FONG'S GRANDMOTHER found him weeping in the corner of the room he shared with his six cousins. He held the two small glass beads in his hands. She
snapped, “Work time. New rulers shit just like old rulers.”

“Where's Papa?” Fong asked through his sobs.

“Dead probably, that one …” Her voice trailed off into nothing.

“He was your son, Grandma.”

“He was a fool getting involved in other people's problems. Now get up and get your brushes. Communist night-soil smells as bad as Republican night-soil, but both pay for us to cart it away—so let's go.”

chapter twenty-one

Confucian Power

Once the Red Army had secured the streets, the real job of controlling Shanghai began with a swiftness that surprised everyone. The Confucian brought organizational skills to the Communists that they had never had before—and his burning hatred of the city fuelled the ferocity with which he attacked his task.

He found that women from the country bore an even greater grudge against the city dwellers than their men folk, so he put them in charge of housing and encouraged them to make all former building owners live in the most cramped, dampest, and smallest of basement spaces. Merchants were to be put out on the street and street people put in their homes.

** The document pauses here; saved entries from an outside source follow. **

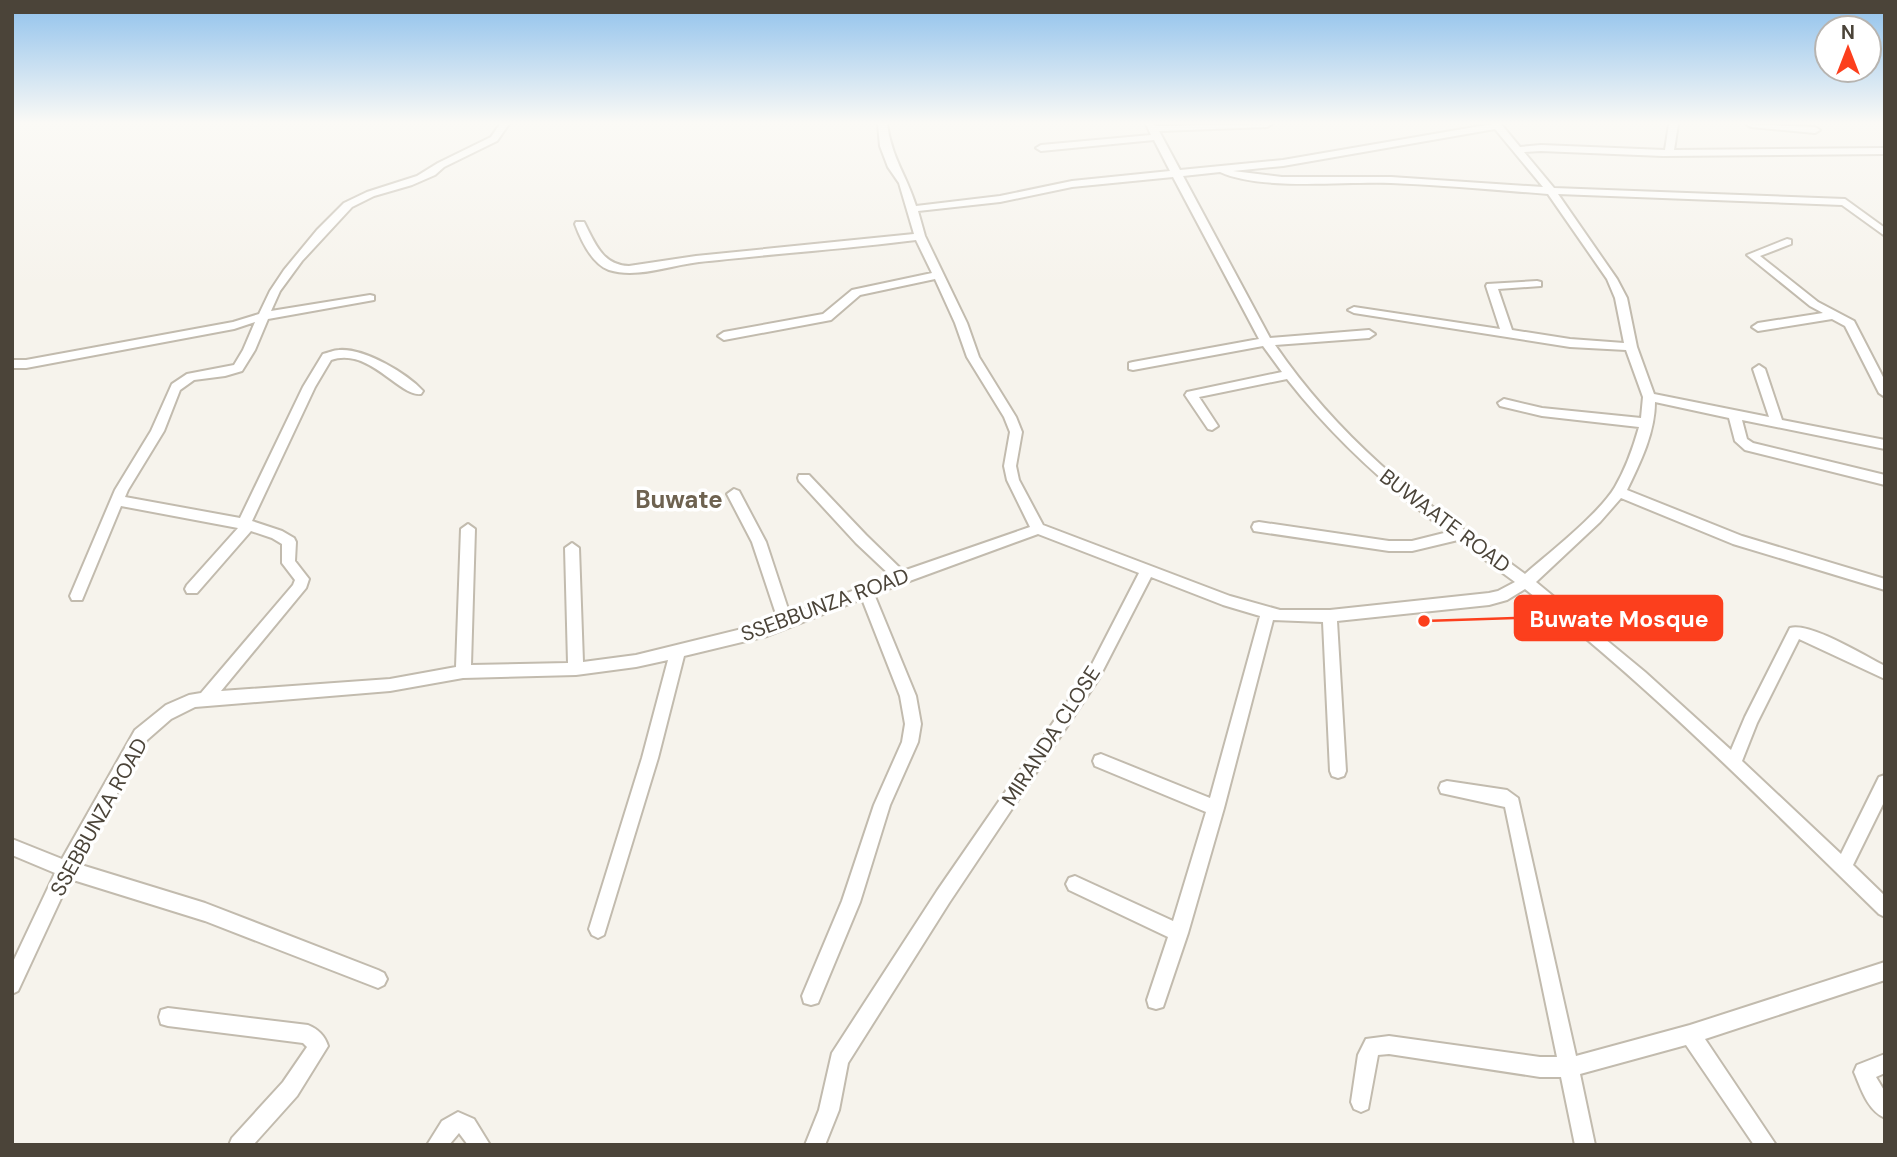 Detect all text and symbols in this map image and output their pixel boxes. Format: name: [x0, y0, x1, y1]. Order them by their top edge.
north arrow: [1813, 14, 1883, 84]
text: N: [1841, 20, 1855, 45]
street label: BUWAATE ROAD: [1374, 463, 1516, 579]
district label: Buwate: [635, 484, 723, 515]
street label: SSEBBUNZA ROAD: [737, 562, 913, 648]
callout: Buwate Mosque: [1515, 596, 1722, 640]
text: Buwate Mosque: [1529, 604, 1709, 634]
street label: MIRANDA CLOSE: [995, 661, 1107, 811]
street label: SSEBBUNZA ROAD: [44, 733, 154, 901]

Every alley had peasant guards who checked the identification documents of everyone who came or went,
although many could barely read. Most intersections were made into checkpoints, and a pedestrian could be stopped as many as three times in a single block by the shouted order, “Papers!”

The wardens all reported to the Confucian's horde of street scribes, who then reported to his forty Confucian lieutenants, who in turn reported back to him directly—and quickly. Even for a city used to vast webs of snitches and complex spy rings, the Confucian's city-wide system of informants was something new.

And each of the spies had been told to search for a man with a cobra carved on his back.

The Confucian was aware that the Compact members would know of his duplicity soon enough and would move against him. He would not have that. Now that he was near his goal, he would not have it taken from him. It was one thing to assume power, he knew, and quite another to keep it.

The first thing the Confucian had done after setting up his office was deal with the Carver. He ordered the man's entire collection of ivory and jade sculptures confiscated “for the state.” Then he had the man's workshop taken from him. Finally, the Carver was brought in shackles to the wide steps leading to what had been the heart of the Vrassoons' empire.

The Confucian made the Carver wait in the cold rain for three hours before ordering the soldiers to bring him up.

The Confucian, dressed in his traditional blue robe, stood with his hands clasped behind his back, looking out the floor-to-ceiling window that provided a glorious view of the Bund, its promenade, and the still wild Pudong across the Huangpo River.

The Confucian dismissed the soldiers, then allowed a long moment to pass before he turned to the Carver.

The artisan stood calmly, his naturally aristocratic bearing still intact.

It threw the Confucian, who had expected the man to be at least partially humbled. The opening that he had prepared seemed petty now, specious. He discarded it and strode to his desk, sat, and threw open a folder.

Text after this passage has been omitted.